All you need to know about engine remapping

The crave for better performing motorcycles is on the rise in India and sales reports show there is no stopping, for at least in the near future. Many motorcycle enthusiasts can be seen upgrading their bikes to reach greater performance. But, what if enthusiasts can’t afford the motorcycle upgrade? Least intrusive modifications have turned out to be the best answer so far. While modifications generally involve upgrading the motorcycles’ hardware, least intrusive modifications involve the use of Engine Control Unit (ECU) remap where the stock ECU is removed and a remapped one is plugged in its place. Analogically speaking, it’s something like changing sim cards in your phones.

What is ECU remapping?
Almost all fuel injected motorcycles have ECUs which control the entire operations of the engines based on the inputs given by riders. They control everything right from how much fuel, air is fed, the maximum rpm to which the engine can be revved and most importantly, the engine’s overall behaviour.

Higher performance
A remapped ECU pushes the engine to perform better even if such a change distorts the engine’s overall functioning. For example, Yamaha R15 V3’s ECU won’t let the engine rev beyond 11,500 rpm but according to reports, a Delhi-based motorcycle enthusiast has plugged in a custom remapped ECU which now lets his motorcycle’s engine to rev over 16,000 rpm. Similarly, two Indian firms Powertronic and kiirus offer remapped ECUs for Indian motorcycles which spike their performance by a considerable margin. For example, Bajaj Dominar reaches a top speed of 165 Kmph but when a Powertronic ECU is plugged to it, the bike reaches 170 Kmph.

Side effects aplenty
But there is more to it than meets the eye. A manufacturer will programme an ECU taking into account all the aspects of the engine, most importantly, the extent of abuse the materials can withstand.
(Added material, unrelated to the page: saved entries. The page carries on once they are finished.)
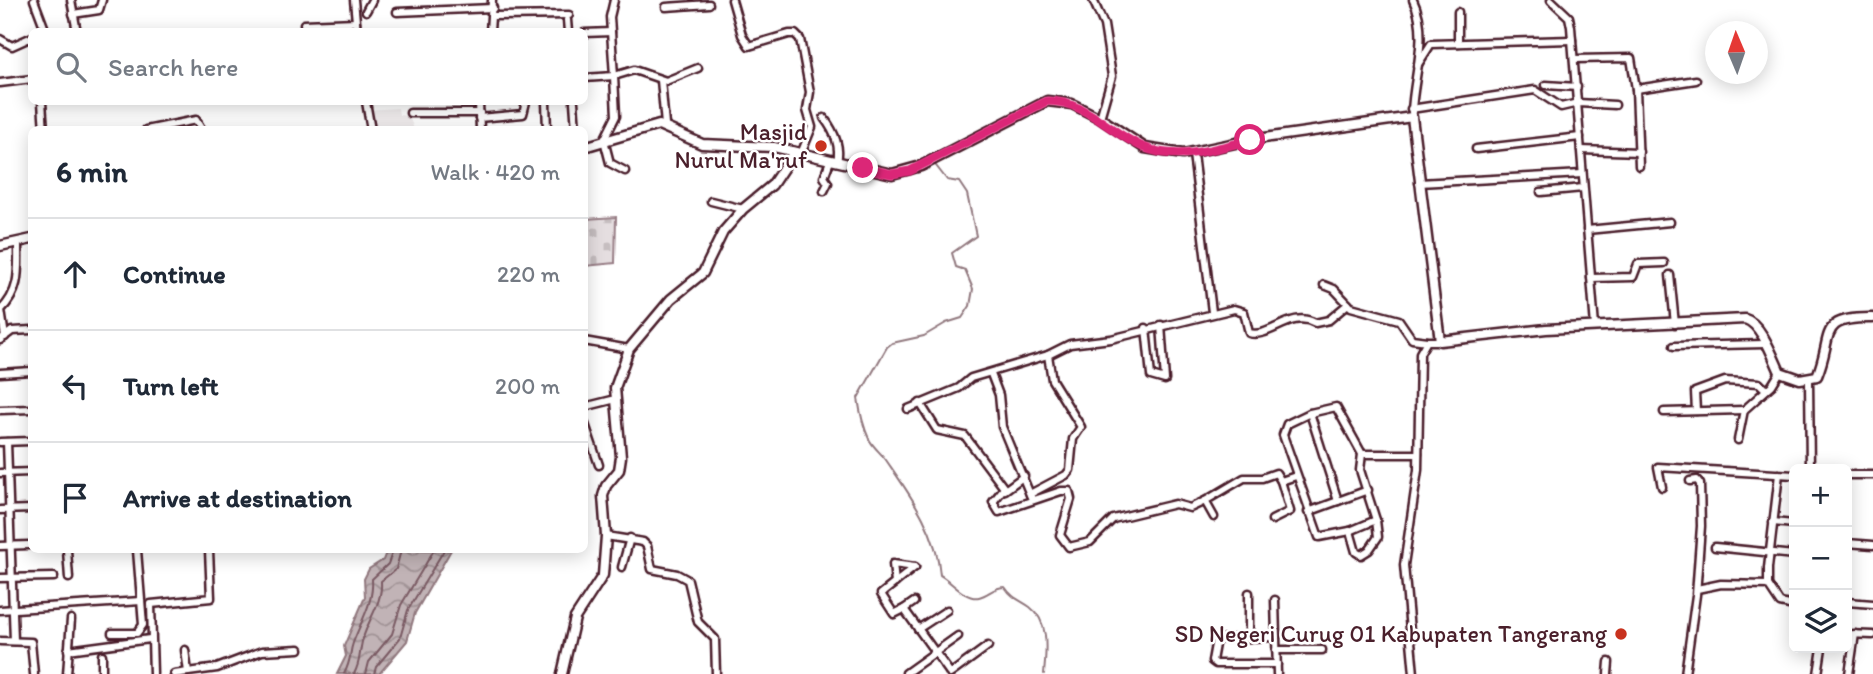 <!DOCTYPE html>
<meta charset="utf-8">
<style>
:root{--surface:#fff;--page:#f2f2f3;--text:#1f2937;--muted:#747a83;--line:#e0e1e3}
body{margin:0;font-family:Itim,sans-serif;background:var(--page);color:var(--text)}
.controls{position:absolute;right:21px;bottom:21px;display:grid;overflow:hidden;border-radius:10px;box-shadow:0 4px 18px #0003}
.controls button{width:63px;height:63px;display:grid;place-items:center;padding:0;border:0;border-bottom:2px solid var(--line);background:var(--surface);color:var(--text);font:35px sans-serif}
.compass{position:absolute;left:1705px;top:21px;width:63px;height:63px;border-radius:50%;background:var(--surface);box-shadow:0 4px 18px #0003;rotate:358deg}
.stop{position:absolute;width:21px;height:21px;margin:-16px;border:5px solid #db2777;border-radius:50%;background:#fff}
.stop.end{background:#db2777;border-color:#fff;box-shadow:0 2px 7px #0008}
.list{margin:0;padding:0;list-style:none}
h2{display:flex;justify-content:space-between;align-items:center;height:91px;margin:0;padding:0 28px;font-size:30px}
h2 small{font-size:23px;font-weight:400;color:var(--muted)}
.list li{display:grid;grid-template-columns:46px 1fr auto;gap:21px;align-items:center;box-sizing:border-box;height:112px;padding:0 28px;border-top:2px solid var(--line)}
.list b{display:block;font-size:26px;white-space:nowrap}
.list em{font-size:23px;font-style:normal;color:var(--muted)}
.icon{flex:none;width:38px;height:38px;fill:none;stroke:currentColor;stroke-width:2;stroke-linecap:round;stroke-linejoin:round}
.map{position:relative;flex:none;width:1873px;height:674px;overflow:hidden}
.search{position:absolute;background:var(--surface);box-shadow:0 4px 18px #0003;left:28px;top:28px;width:560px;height:77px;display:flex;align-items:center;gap:18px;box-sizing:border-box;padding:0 24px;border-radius:10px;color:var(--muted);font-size:26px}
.panel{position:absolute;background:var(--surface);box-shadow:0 4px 18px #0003;left:28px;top:126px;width:560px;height:427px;border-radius:10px}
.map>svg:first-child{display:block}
</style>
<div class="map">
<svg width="1873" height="674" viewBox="0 0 1873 674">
<defs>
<pattern id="cemetery-stones" width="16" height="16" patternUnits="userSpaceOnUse" patternTransform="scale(1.75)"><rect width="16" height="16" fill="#e5dee0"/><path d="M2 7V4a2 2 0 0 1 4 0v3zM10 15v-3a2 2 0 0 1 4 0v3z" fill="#c6bec0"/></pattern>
<pattern id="water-waves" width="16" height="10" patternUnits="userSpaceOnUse" patternTransform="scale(1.75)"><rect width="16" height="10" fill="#c1b3b6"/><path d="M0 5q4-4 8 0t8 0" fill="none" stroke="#9f9194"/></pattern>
</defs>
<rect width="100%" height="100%" fill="#fff"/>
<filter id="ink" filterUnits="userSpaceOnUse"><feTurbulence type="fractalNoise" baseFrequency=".0143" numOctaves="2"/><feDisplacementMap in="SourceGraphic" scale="14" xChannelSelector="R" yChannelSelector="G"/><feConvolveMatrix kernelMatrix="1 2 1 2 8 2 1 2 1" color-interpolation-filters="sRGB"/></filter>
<g filter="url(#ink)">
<polygon fill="#f2eeef" points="398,108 399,115 409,116 414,129 369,129 367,110"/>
<polygon fill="url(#cemetery-stones)" stroke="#987e86" stroke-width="2" points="616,217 615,263 585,266 585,219"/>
<polygon fill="url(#water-waves)" stroke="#91787e" stroke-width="2" points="387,550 451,550 415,613 407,641 379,674 337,674 346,656 344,646 365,597 364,579 369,569 383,560"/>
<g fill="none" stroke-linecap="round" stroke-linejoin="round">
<g stroke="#7a5a63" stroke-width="2">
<path d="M344,674c8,-15 5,-20 9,-31 8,-22 21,-41 19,-64l16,-15 5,-14"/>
<path d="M354,674c6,-11 5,-17 7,-27 3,-24 22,-41 20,-66l15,-12 5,-19"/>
<polyline points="366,674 369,662 392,634 401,605 434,550"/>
<polyline points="374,674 376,667 400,638 408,610 444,550"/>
</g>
<path stroke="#91787e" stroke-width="2" d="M933,162l14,18 12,2 8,12 9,42 -24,17 4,14 9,3 8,19 -3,17 -8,12 -16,5 -22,13 -32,7 -5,4 -29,51c2,14 5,28 11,41 4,8 12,14 17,21 24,35 51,71 54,115 11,6 25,25 39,22 10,-2 14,-10 26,-10 7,11 15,13 25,20 20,15 16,44 14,67"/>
<g stroke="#4a1f2b" stroke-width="11">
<g id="minor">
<polyline points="34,0 46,32"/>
<polyline points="71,0 77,32"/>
<polyline points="354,0 357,32"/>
<polyline points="732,0 742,35 749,46 789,34 795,34 800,39 810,92 807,110 812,127 801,154"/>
<polyline points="1093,0 1104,25 1112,76 1100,118"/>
<polyline points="1551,0 1569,17 1571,27 1595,327"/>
<polyline points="666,7 709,4"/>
<polyline points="366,11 372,0"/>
<polyline points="397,12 493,8"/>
<polyline points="73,14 99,10 102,0"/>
<polyline points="493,16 569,15"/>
<polyline points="567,20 568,32"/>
<polyline points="304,24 356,22"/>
<polyline points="490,32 492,0"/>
<polyline points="584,33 611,32"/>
<polyline points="0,39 12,46 32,37"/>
<polyline points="1458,43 1458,12"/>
<polyline points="1574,59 1631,58 1636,89 1696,80"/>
<polyline points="1417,66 1431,44 1572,40"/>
<polyline points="584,78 614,76 610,17 614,0"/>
<polyline points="661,80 665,125"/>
<polyline points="0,83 32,79"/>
<polyline points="1546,85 1577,87"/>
<polyline points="1636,89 1639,166"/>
<polyline points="42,102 44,130"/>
<polyline points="366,102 371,130"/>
<polyline points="479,102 480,130"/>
<polyline points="546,102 547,130"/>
<polyline points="574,102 576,130"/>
<polyline points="1411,109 1535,90 1561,107 1578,103 1615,105"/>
<path d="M1412,112c1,-36 18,-77 1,-112"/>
<polyline points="410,113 480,113"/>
<polyline points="479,118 523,114 526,102"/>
<path d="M824,118c10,13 17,28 13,44"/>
<polyline points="146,130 196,120 202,130"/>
<polyline points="1476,149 1580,137"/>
<polyline points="1581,150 1639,152"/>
<polyline points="1193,154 1212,312"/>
<polyline points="625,171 610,163 604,140 616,116 614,76 634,70 666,81 698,68"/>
<polyline points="1419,183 1582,174"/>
<polyline points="824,191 828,183 824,177 830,161"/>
<polyline points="1541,192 1583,188"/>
<polyline points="711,201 743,209"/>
<polyline points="1587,230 1670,222"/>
<polyline points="1670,275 1675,324"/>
<polyline points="1591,278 1633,277 1638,264 1664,263"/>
<polyline points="1324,285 1334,289 1351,307 1399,320 1412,339 1427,341"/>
<polyline points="1146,328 1151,376 1165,380 1161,325"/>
<path d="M5,337l-4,-27c20,-20 17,-40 17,-67"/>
<polyline points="0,340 12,331 32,330"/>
<polyline points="584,341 629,349"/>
<polyline points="1674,346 1765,344"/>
<polyline points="0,373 32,371"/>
<polyline points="991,374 999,395 1002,427 1031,497"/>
<polyline points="1809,380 1810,469"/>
<polyline points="920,403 937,430 965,436 1004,488 993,502 999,512 1061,491 1069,491 1071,499 1060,535 1069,547 1090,542 1113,519 1175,504 1190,508 1205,501"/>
<polyline points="584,407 616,399"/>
<path d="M908,409l51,-21 12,-10 77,-23 22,-11 41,-5 123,-30 10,3 5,21c21,6 42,-24 66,-10l14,-3 19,-16"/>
<polyline points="0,410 32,409"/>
<polyline points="1696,411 1695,392 1725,381 1759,383 1766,390"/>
<polyline points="1664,412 1744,410"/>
<polyline points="1310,413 1338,501"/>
<polyline points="584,421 599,465"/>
<polyline points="1738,440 1744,410 1772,385 1780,372"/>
<polyline points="0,442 32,441"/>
<polyline points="7,442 14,641"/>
<polyline points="1362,454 1360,470 1376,520 1350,531 1319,537 1283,435 1287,424 1310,413 1336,407 1362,454 1418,454"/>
<polyline points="0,473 32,472"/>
<polyline points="1779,474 1768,568 1768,585 1780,603 1794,606"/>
<polyline points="1847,475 1873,475"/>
<polyline points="1662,487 1658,467 1794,475"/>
<polyline points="1005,490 1024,476"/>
<polyline points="1030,494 1066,475 1070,470 1073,439 1081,427 1052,380 1048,355"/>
<polyline points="0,510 32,509"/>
<polyline points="1308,512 1368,490"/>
<polyline points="1214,517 1205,501 1244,478 1262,478 1276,473 1281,481 1296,476"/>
<polyline points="1272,520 1290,511 1281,481"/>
<polyline points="1773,522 1794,524"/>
<polyline points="1350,531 1356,552 1361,555 1369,550 1378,537 1376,520"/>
<polyline points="606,536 643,542 647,546 652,569 677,574 688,580 698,622 715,639 716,674"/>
<polyline points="1847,543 1873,545"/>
<polyline points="0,546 29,545"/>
<polyline points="1715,547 1794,555"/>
<polyline points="67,550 69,578"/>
<polyline points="622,567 630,538"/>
<polyline points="0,578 54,577"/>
<polyline points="895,583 893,564 915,567"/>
<polyline points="1697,589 1721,584 1768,585"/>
<polyline points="1275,600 1277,674"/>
<polyline points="914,602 904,609 950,673"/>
<polyline points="1847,602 1873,604"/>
<polyline points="904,609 894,614 881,594 915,567"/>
<polyline points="0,610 141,601"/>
<polyline points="918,629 947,610"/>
<polyline points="112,633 137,633 143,625 137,550"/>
<polyline points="1847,634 1873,635"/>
<polyline points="1276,637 1216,639 1212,661 1216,664 1277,664"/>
<polyline points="1249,638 1249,593"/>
<polyline points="0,641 31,642 34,674"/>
<polyline points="68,650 150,639"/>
<polyline points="185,650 188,672"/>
<polyline points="1276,650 1322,650"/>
<polyline points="102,655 102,674"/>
<polyline points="906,673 958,636"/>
<polyline points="67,674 71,619"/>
<polyline points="153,674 151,604 211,598 209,550"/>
<polyline points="174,674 217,668 262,651 299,649"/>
<polyline points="950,674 988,646"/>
<polyline points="1414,674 1404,565 1418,470 1420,353 1427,341 1440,341"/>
<polyline points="1608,674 1609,662"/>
<polyline points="1685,674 1696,595 1701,526 1700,484 1697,480 1690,481"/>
<polyline points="1818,674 1822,648"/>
<polyline points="1849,674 1855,634"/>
</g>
</g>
<g stroke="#4a1f2b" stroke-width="13">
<g id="tertiary">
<path d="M584,147l75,-22 43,19 72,3 118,27 29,-8 126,-65 25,3 28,14 45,30 38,6 67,-14 162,-23 28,224 106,-12 199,-10c16,4 28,38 35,53l20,7 17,-3c17,-41 -1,-59 56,-58"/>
<polyline points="0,246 32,239"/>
<polyline points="562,674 575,618 603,575 606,536 603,496 606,486 619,470 621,457 615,388 629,349 671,299 703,273 723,232 743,209 772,185 794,152"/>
</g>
</g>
<use href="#minor" stroke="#fff" stroke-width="6"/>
<use href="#tertiary" stroke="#fff" stroke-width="8"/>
</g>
</g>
<g fill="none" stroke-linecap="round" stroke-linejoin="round" filter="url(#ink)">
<path stroke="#db2777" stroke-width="9" d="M863,168l29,6 18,-3 137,-70c40,0 62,32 96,46 35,15 72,2 107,-7"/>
</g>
<g fill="#c8321e" stroke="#fff" stroke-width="2.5">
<circle cx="821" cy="146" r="7"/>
<circle cx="1621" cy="634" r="7"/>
</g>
<g text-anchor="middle" stroke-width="5" stroke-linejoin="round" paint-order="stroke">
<g font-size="24" fill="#4a1f2b" stroke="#fff" text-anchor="end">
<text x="807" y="140">Masjid<tspan x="807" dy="28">Nurul Ma'ruf</tspan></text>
<text x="1607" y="642">SD Negeri Curug 01 Kabupaten Tangerang</text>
</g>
</g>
</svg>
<div class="controls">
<button>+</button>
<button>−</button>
<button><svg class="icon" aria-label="layers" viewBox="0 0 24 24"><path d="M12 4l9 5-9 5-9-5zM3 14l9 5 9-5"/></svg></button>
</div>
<svg class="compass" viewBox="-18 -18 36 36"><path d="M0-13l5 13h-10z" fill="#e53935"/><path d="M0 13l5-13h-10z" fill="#747a83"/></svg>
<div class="stop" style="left:1250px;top:140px"></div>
<div class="stop end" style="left:863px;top:168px"></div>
<div class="search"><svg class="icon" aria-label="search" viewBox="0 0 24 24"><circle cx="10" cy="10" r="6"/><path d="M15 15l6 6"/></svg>Search here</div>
<section class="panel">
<h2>6 min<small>Walk · 420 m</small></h2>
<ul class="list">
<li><svg class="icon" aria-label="ahead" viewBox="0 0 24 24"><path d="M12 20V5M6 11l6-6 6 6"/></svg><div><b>Continue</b></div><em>220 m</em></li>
<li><svg class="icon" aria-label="left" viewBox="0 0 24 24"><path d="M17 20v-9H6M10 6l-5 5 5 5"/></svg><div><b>Turn left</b></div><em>200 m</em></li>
<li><svg class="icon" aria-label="arrive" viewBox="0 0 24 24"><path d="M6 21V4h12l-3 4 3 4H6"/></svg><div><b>Arrive at destination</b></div></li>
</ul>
</section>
</div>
But a remapped ECU aims only for performance even if it is at the cost of too much stress to the engine. If a bike is loaded with a remapped ECU, then questions such as will the bike’s cooling system cool down the additional heat generated, will the gearbox, chain and wheels be able to take up the additional load and will the pistons wear down quickly are left unanswered. Caution needs to be adhered when using them as they can bring considerable damage when used extensively.

Did you know?
Remapping isn’t just the part and parcel of the after market industry. For more than two decades, manufacturers are offering remapping in their production motorcycles itself in the form of riding modes. Usually, there are three maps A, B and C with different engine behaviour. Even traction control systems in modern motorcycles involve engine remapping.